Lately I’ve seen the term “real food” floating around the internet and social media. I’ve heard comments stating, “no food served in restaurants is real food”, along with “anything processed isn’t real food”.
The Merriam-Webster dictionary defines food as “a material consisting essentially of protein, carbohydrate, and fat used in the body of an organism to sustain growth, repair, and vital processes and to furnish energy; also : such food together with supplementary substances (as minerals, vitamins, and condiments)”
Just because something is processed doesn’t make it any less real because everything at some point was processed. We don’t put live animals on our plates; they are harvested and processed into retail cuts before we consume them. We don’t walk out into the garden and eat from the plant (or at least we shouldn’t), we pick the produce (or someone does) and wash it before eating. These are all forms of processing.
I’ll admit, there is a lot of “junk food” out there. Some are full of unneeded sugars while some have twice the fat and carbohydrates that any individual should consume at one time. However, calling processed foods anything other than real food is extreme. Junk food or not, we are still obtaining nutrients of some sort from them, though they may not be nutrients we actually need, our bodies will still utilized a portion of the vitamins and minerals provided.
I was sitting at dinner with a coworker and he suggested the chicken breast he was eating wasn’t “real food”. This comment brought up some concern; do people think food isn’t real just because they don’t fully understand how certain items are processed?
The form of marination and curing meats that we practice today has been around for hundreds of years, using the same nitrites, phosphates and salts along the way.
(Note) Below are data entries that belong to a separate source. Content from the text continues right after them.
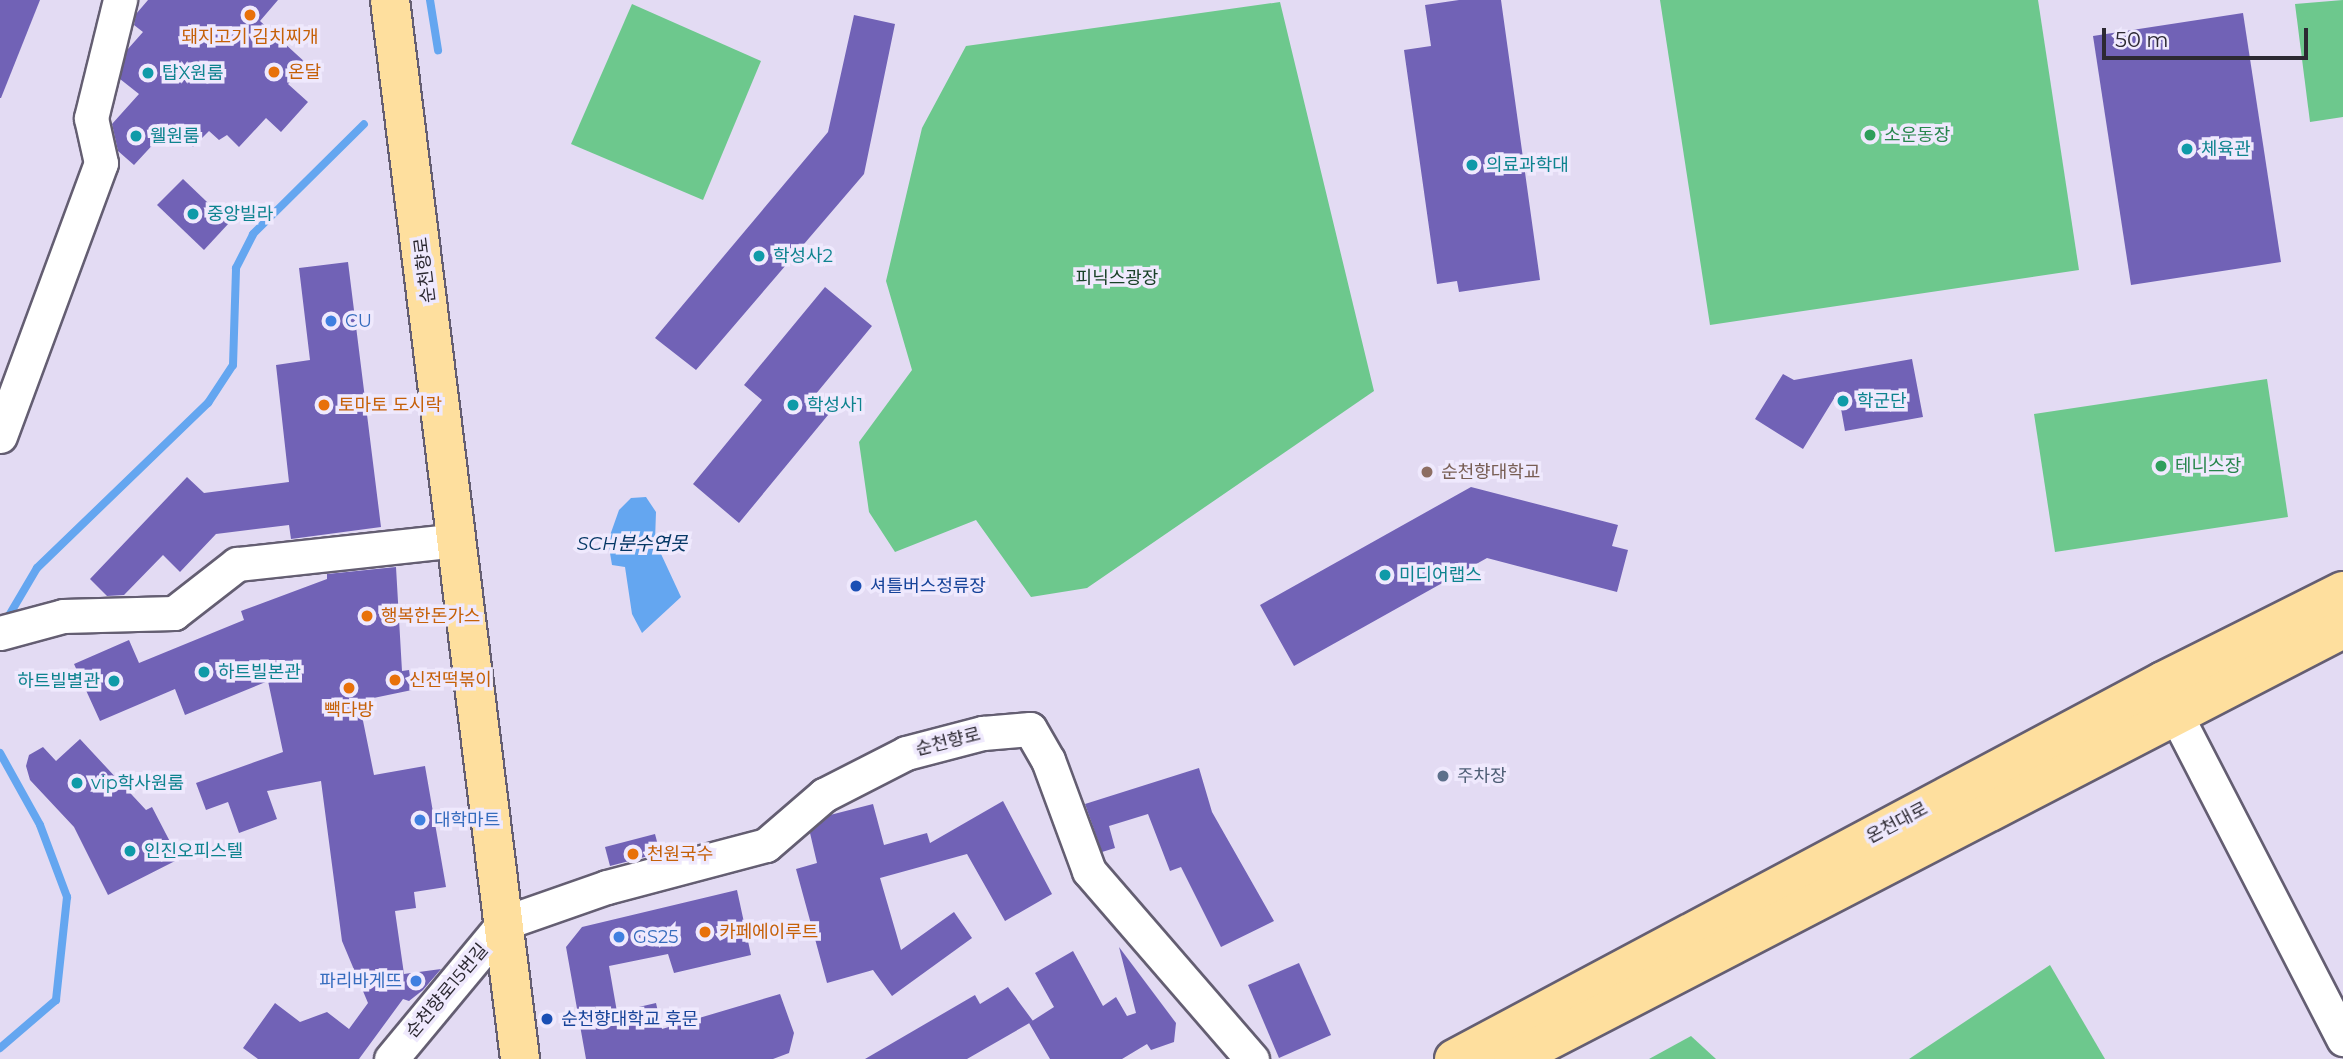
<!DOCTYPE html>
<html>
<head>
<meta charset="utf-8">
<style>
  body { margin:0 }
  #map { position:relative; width:2343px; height:1059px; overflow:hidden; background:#e3dbf3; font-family:Montserrat,"Noto Sans KR",sans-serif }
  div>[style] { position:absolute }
  .green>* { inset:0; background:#6dc88d }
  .water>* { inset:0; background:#64a6f0 }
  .stream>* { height:8px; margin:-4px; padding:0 4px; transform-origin:4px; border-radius:4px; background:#64a6f0 }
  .building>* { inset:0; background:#7162b6 }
  .roads { filter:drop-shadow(2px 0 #645e72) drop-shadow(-2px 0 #645e72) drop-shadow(0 2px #645e72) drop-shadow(0 -2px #645e72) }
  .minor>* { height:33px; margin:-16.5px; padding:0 16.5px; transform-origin:16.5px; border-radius:16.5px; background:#fff }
  .major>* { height:38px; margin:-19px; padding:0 19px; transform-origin:19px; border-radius:19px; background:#fedf9e }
  .dots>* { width:19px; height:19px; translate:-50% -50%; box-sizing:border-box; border:4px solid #efe9fd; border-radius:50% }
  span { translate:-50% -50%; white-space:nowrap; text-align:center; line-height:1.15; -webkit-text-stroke:7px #efe9fd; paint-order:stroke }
  .food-label { font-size:18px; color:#c56008 }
  .left { translate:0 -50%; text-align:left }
  .culture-label { font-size:18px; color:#0d838f }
  .right { translate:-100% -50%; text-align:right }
  .leisure-label { font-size:18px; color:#27864d }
  .street-label { font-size:18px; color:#2c2932 }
  .park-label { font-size:18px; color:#194128 }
  .shop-label { font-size:18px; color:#366cbe }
  .education-label { font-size:18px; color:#785e54 }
  .transit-label { font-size:18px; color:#164399 }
  .service-label { font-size:18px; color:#4e5e75 }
  .water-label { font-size:19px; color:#053765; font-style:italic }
  .scale { position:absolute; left:2102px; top:28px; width:206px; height:32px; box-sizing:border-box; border:4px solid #2c2932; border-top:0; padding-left:9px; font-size:21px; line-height:24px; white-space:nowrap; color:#2c2932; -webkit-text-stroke:5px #efe9fd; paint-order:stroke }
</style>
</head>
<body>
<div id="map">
  <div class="green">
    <i style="clip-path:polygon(1660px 0,2038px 0,2079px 270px,1710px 325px)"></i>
    <i style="clip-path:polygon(2343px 0,2343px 117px,2310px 122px,2295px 4px)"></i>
    <i style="clip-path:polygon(1280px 2px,1374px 391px,1087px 588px,1031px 597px,976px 520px,895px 552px,869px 512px,859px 442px,912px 370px,886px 281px,922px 128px,966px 46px)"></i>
    <i style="clip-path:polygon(632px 4px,761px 61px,703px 200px,571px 144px)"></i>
    <i style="clip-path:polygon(2267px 379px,2288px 517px,2055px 552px,2034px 414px)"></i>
    <i style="clip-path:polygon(2050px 965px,2105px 1059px,1909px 1059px)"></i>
    <i style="clip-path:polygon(1691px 1036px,1716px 1059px,1649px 1059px)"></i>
  </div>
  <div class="water">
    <i style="clip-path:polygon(646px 497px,656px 512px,655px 541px,681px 597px,642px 633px,632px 614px,625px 567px,612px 565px,608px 541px,619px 510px,631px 498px)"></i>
  </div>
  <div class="stream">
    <i style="left:430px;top:0;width:51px;rotate:80.9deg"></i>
    <i style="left:4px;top:624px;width:65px;rotate:-59.5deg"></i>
    <i style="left:37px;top:568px;width:238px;rotate:-44deg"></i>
    <i style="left:208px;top:403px;width:45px;rotate:-56.7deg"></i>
    <i style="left:233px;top:365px;width:97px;rotate:-88.2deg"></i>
    <i style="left:236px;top:268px;width:38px;rotate:-63deg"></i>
    <i style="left:253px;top:234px;width:156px;rotate:-44.7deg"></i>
    <i style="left:0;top:753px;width:82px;rotate:60.9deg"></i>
    <i style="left:40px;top:825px;width:77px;rotate:69.4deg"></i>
    <i style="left:67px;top:897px;width:104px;rotate:96.1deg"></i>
    <i style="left:56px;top:1000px;width:74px;rotate:139.4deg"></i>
  </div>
  <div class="building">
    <i style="clip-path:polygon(0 0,40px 0,1px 98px,0 98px)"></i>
    <i style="clip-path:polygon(148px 0,278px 0,260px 21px,307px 64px,288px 84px,308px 102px,281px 132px,266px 118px,239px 147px,227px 135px,219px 140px,209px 131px,193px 147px,170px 126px,134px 165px,118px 151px,112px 124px,139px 94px,120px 79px,127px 50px,143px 32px,134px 25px,136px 14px)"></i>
    <i style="clip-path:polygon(1459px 0,1501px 0,1540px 280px,1459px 292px,1457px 281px,1437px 284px,1404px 50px,1431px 46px,1425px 5px)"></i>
    <i style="clip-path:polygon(2243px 13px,2281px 262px,2131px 285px,2093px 36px)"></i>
    <i style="clip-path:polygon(854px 15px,895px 24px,864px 174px,696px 370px,655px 338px,828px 132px)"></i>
    <i style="clip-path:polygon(183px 179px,229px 223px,204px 250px,157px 205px)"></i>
    <i style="clip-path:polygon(348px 262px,381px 527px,291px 539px,289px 525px,216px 534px,180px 572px,163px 555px,124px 595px,107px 596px,90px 579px,187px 477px,204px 493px,289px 482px,276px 365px,310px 360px,299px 268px)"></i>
    <i style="clip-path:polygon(825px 287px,872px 326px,815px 395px,833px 409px,739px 523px,693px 484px,762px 400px,744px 385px)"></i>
    <i style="clip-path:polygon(1912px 359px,1923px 417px,1845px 431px,1838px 392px,1803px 449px,1755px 419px,1783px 374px,1794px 380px)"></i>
    <i style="clip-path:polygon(1471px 487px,1618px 525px,1612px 546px,1628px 550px,1617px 592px,1487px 558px,1294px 666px,1260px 605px)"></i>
    <i style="clip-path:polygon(396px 567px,402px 671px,409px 670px,412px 690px,359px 701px,374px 775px,425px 766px,446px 887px,414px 892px,416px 908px,395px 911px,404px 974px,441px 969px,423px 990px,409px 1001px,403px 999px,359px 1059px,258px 1059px,243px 1048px,275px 1003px,300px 1022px,327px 1012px,349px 1029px,368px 1003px,342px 941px,321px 781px,267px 791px,277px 819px,239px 833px,228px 802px,206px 810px,196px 783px,283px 752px,268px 681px,185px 715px,175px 689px,100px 721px,74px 664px,129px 640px,139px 663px,244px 620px,241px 611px,327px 579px,327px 574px)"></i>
    <i style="clip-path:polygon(80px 739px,146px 810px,152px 807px,179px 859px,108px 895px,74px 827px,30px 780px,26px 766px,29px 755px,43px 747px,56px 761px)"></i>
    <i style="clip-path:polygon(1199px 768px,1212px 812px,1274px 921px,1221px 947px,1181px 867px,1170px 871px,1148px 814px,1109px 826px,1115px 848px,1102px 852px,1085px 804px)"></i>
    <i style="clip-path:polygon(1003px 801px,1052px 894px,1005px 921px,967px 854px,880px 878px,901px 950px,954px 912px,972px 938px,892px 996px,873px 970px,827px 983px,796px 869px,817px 863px,810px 833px,830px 815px,873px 804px,884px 845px,927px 833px,930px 843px)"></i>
    <i style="clip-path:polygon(655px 834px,660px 853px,610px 866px,605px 847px)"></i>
    <i style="clip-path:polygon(737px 890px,751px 955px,674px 973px,668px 954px,609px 966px,617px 1012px,656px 1003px,662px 1029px,780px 994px,794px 1033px,789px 1053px,773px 1059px,586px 1059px,566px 947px,582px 927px)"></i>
    <i style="clip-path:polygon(1119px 947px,1176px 1023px,1174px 1042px,1151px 1050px,1147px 1044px,1122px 1059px,1050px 1059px,1029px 1023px,1054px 1007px,1035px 973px,1073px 951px,1103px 1006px,1116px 997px,1127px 1016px,1136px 1013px)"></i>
    <i style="clip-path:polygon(1299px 963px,1331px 1035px,1279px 1058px,1248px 985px)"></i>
    <i style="clip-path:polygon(1008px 987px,1033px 1021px,967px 1059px,865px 1059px,975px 995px,980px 1004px)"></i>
  </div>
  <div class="roads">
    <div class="minor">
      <i style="left:0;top:436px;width:291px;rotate:-69.7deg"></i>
      <i style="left:101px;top:163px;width:46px;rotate:-102.5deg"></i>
      <i style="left:91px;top:118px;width:122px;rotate:-76.2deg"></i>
      <i style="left:0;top:633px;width:65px;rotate:-15.1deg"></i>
      <i style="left:63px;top:616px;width:111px;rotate:-1.5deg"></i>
      <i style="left:174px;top:613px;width:80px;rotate:-37.9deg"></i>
      <i style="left:237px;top:564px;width:221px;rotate:-6.2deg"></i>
      <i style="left:2176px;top:715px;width:365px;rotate:62.7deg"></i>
      <i style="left:391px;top:1059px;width:177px;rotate:-50.3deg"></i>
      <i style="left:504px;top:923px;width:109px;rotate:-19.3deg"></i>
      <i style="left:607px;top:887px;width:164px;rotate:-14.8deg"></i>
      <i style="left:766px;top:845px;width:77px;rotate:-40.8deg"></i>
      <i style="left:824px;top:795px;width:92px;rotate:-27.1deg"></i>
      <i style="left:906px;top:753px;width:80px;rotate:-14.6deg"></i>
      <i style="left:983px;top:733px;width:47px;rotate:-4.9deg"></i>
      <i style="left:1030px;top:729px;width:36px;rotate:60deg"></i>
      <i style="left:1048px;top:760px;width:118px;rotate:69.7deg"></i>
      <i style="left:1089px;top:871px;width:249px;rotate:49.1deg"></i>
    </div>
    <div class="major">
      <i style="left:390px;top:0;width:1067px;rotate:83deg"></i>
      <i style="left:1454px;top:1059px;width:803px;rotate:-28.06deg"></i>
      <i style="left:2163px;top:681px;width:201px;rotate:-26.6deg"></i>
      <i style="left:1513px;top:1059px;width:935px;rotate:-27.39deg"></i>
    </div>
  </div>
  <div class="dots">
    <i style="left:250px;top:15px;background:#e8710a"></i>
    <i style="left:274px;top:72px;background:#e8710a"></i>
    <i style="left:148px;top:73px;background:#0f9aa8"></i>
    <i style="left:1870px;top:135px;background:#2e9e5b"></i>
    <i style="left:136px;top:136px;background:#0f9aa8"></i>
    <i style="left:2187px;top:149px;background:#0f9aa8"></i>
    <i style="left:1472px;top:165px;background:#0f9aa8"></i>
    <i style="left:193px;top:214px;background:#0f9aa8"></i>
    <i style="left:759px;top:256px;background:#0f9aa8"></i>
    <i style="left:331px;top:321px;background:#3f7fe0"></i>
    <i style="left:1843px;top:401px;background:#0f9aa8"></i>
    <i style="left:324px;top:405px;background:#e8710a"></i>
    <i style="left:793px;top:405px;background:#0f9aa8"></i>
    <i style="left:2161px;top:466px;background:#2e9e5b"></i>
    <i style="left:1427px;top:472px;background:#8d6e63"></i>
    <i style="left:1385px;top:575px;background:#0f9aa8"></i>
    <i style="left:856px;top:586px;background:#1a4fb4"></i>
    <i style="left:367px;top:616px;background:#e8710a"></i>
    <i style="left:204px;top:672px;background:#0f9aa8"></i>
    <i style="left:395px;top:680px;background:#e8710a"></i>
    <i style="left:114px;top:681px;background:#0f9aa8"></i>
    <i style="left:349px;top:688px;background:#e8710a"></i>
    <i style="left:1443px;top:776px;background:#5c6f8a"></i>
    <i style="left:77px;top:783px;background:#0f9aa8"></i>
    <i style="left:420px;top:820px;background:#3f7fe0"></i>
    <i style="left:130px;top:851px;background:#0f9aa8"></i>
    <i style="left:633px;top:854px;background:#e8710a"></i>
    <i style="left:705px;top:932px;background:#e8710a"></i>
    <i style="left:619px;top:937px;background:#3f7fe0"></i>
    <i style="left:416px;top:981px;background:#3f7fe0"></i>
    <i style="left:547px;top:1019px;background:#1a4fb4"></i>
  </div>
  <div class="food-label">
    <span style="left:250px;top:37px">돼지고기 김치찌개</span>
    <span class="left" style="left:288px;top:72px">온달</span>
    <span class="left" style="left:338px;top:405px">토마토 도시락</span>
    <span class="left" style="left:381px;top:616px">행복한돈가스</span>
    <span class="left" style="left:409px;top:680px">신전떡볶이</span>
    <span style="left:349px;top:710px">빽다방</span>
    <span class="left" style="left:647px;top:854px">천원국수</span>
    <span class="left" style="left:719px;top:932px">카페에이루트</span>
  </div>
  <div class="culture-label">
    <span class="left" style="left:162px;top:73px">탑X원룸</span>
    <span class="left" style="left:150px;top:136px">웰원룸</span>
    <span class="left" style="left:2201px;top:149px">체육관</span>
    <span class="left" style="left:1486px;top:165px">의료과학대</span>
    <span class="left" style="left:207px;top:214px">중앙빌라</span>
    <span class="left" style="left:773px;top:256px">학성사2</span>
    <span class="left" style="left:1857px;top:401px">학군단</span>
    <span class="left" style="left:807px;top:405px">학성사1</span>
    <span class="left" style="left:1399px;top:575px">미디어랩스</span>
    <span class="left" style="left:218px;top:672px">하트빌본관</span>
    <span class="right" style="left:100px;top:681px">하트빌별관</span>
    <span class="left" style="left:91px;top:783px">vip학사원룸</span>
    <span class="left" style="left:144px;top:851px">인진오피스텔</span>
  </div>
  <div class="leisure-label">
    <span class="left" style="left:1884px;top:135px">소운동장</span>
    <span class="left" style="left:2175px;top:466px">테니스장</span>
  </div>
  <div class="street-label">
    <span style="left:425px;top:270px;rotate:-97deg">순천향로</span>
    <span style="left:948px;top:742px;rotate:-14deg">순천향로</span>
    <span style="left:1897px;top:823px;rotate:-28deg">온천대로</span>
    <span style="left:447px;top:991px;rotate:-50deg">순천향로15번길</span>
  </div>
  <div class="park-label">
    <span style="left:1117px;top:278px">피닉스광장</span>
  </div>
  <div class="shop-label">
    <span class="left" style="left:345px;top:321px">CU</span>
    <span class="left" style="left:434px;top:820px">대학마트</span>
    <span class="left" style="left:633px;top:937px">GS25</span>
    <span class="right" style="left:402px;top:981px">파리바게뜨</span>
  </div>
  <div class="education-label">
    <span class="left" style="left:1441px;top:472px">순천향대학교</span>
  </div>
  <div class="transit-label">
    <span class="left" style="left:870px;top:586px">셔틀버스정류장</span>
    <span class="left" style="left:561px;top:1019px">순천향대학교 후문</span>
  </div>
  <div class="service-label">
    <span class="left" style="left:1457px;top:776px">주차장</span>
  </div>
  <div class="water-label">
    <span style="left:632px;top:544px">SCH분수연못</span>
  </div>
  <div class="scale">50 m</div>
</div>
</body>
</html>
If anything, our food processing techniques have greatly improved, providing safer food products than in previous years and allowing processors to process these foods without losing valuable nutrients that were once lost.
Another example took place in a Subway restaurant while ordering a sandwich. When asked what kind of cheese I wanted the “sandwich artist” informed me that American cheese was not healthy because it was processed. I kindly replied, “Ma’am, all of your cheese is processed”. I received an immediate response from the sandwich artist of “no sir it’s not”.
Last I checked, cows don’t typically give us cheese straight from the udder. This brings me back to my original point; it doesn’t matter if it’s “All Natural”, “Organic” or “Conventionally raised” all cheese is processed along with almost everything that we consume.
Food processing not only allows us to provide customers with wholesome and nutritious sustenance but also allows food scientists and processors to ensure the safety of the food our customers are consuming.
So I ask you, what is your definition of “real food”?
Do you try to avoid highly processed foods? If so why?